[Dataset excerpts]
● ● ● ● ●
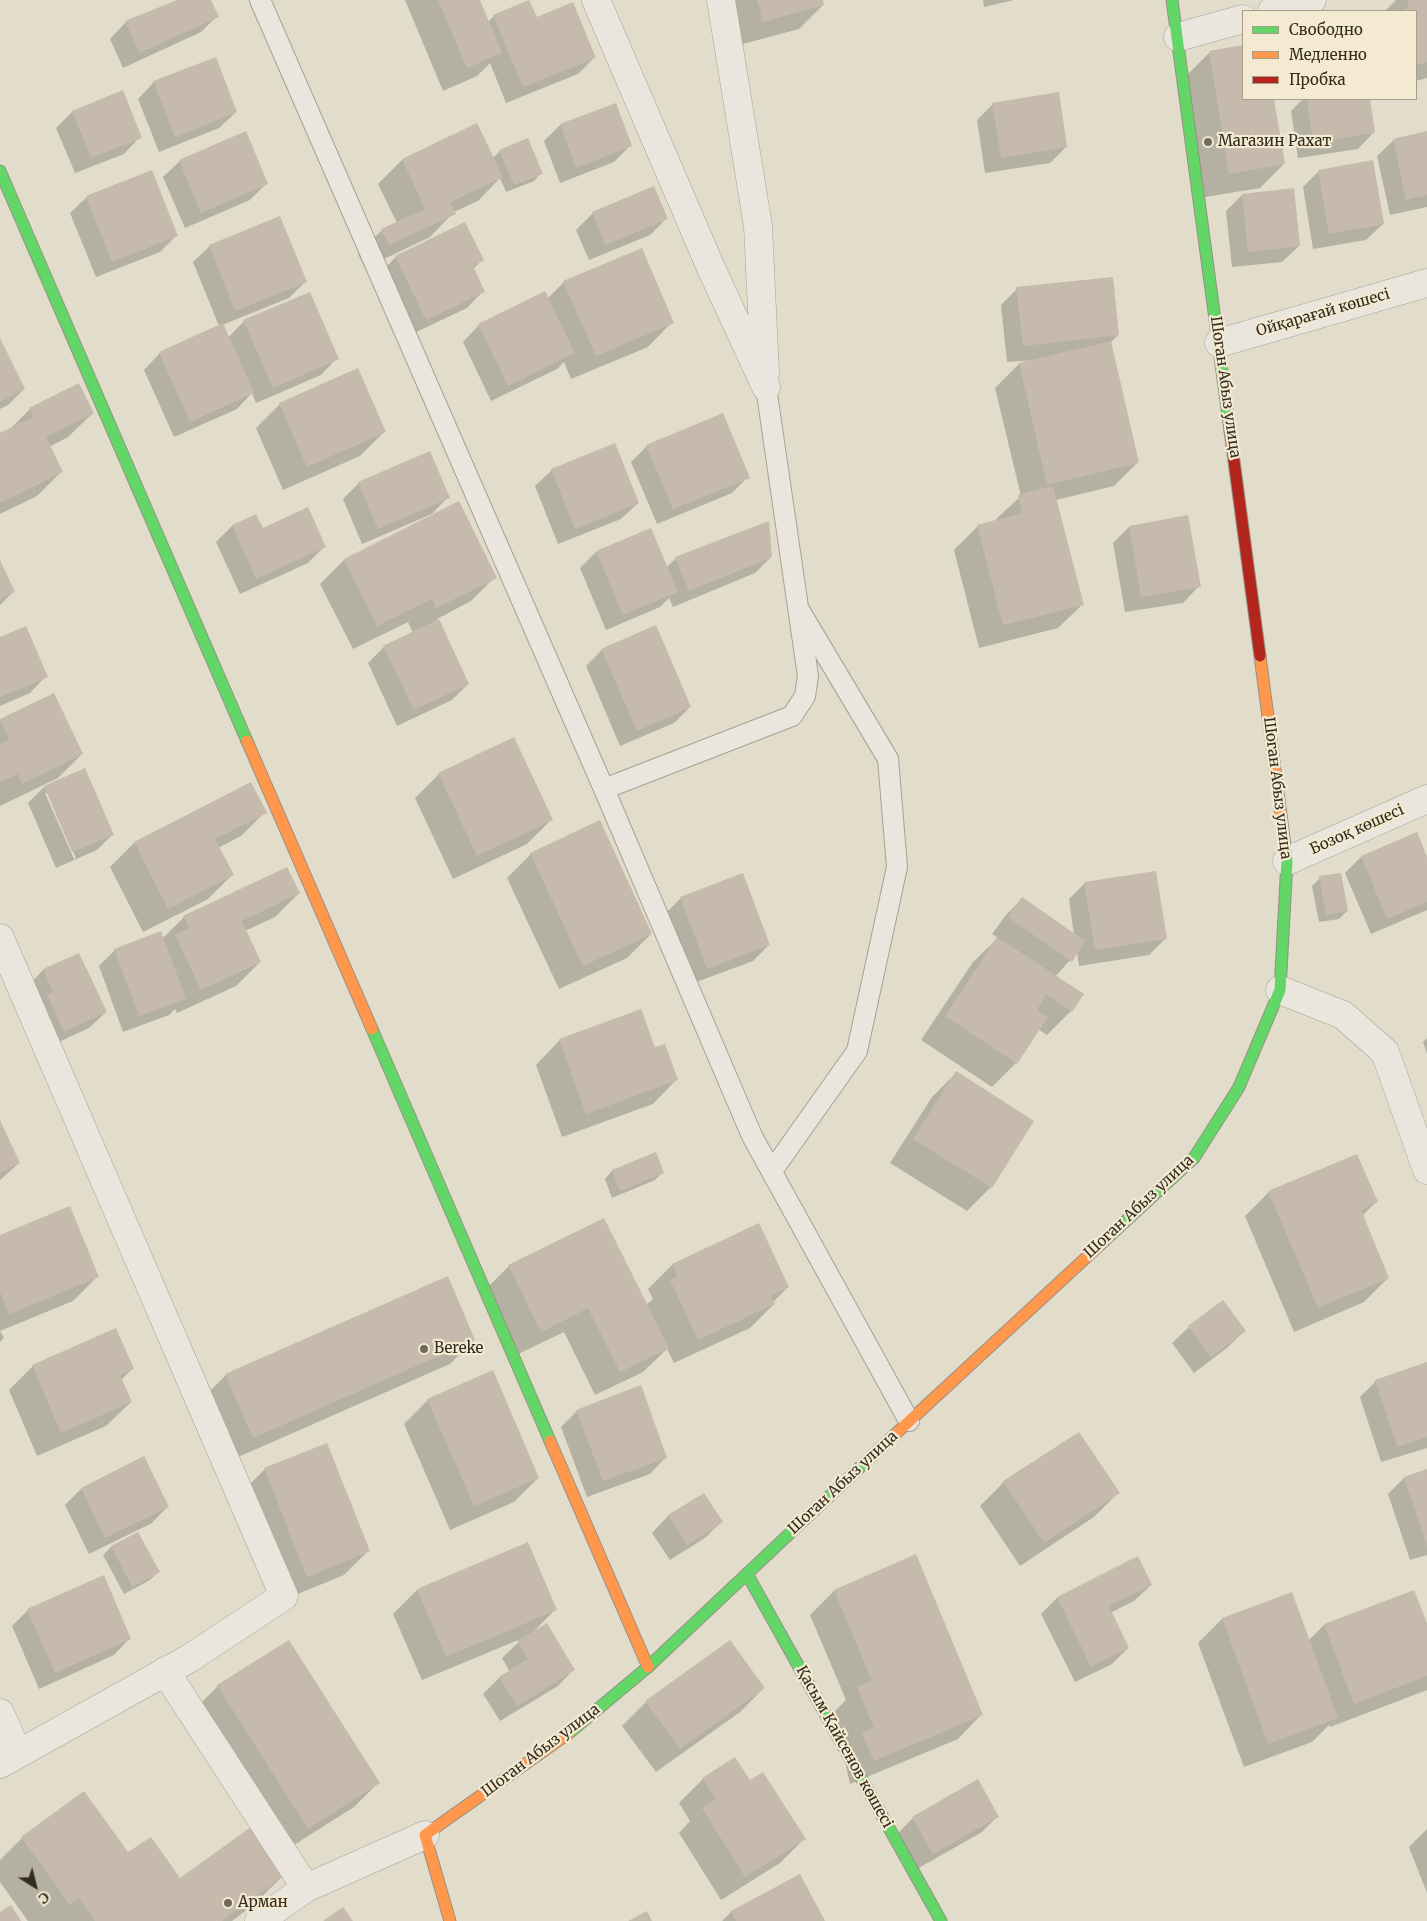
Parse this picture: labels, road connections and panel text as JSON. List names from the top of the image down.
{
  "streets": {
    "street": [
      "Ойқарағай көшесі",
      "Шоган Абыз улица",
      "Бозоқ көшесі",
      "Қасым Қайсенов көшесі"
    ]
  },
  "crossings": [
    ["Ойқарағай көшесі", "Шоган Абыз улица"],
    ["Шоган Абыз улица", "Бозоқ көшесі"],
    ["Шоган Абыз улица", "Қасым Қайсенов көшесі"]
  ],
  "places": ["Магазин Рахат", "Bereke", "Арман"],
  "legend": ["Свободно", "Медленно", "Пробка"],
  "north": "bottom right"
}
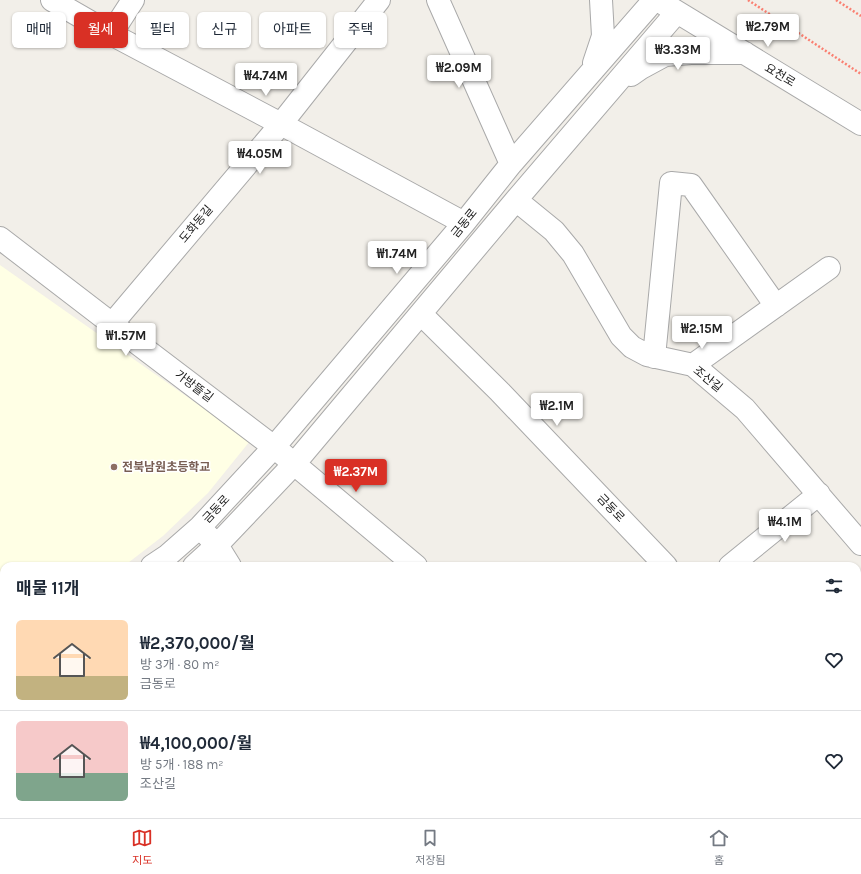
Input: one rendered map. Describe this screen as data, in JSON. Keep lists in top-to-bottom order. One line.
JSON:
● ● ● ● ●
The line containing "Input: one rendered" marks where to begin; the last line of the records marks where to stop. Copy both and all between, exactly.

Input: one rendered map. Describe this screen as data, in JSON. Keep lists in top-to-bottom order. One line.
JSON:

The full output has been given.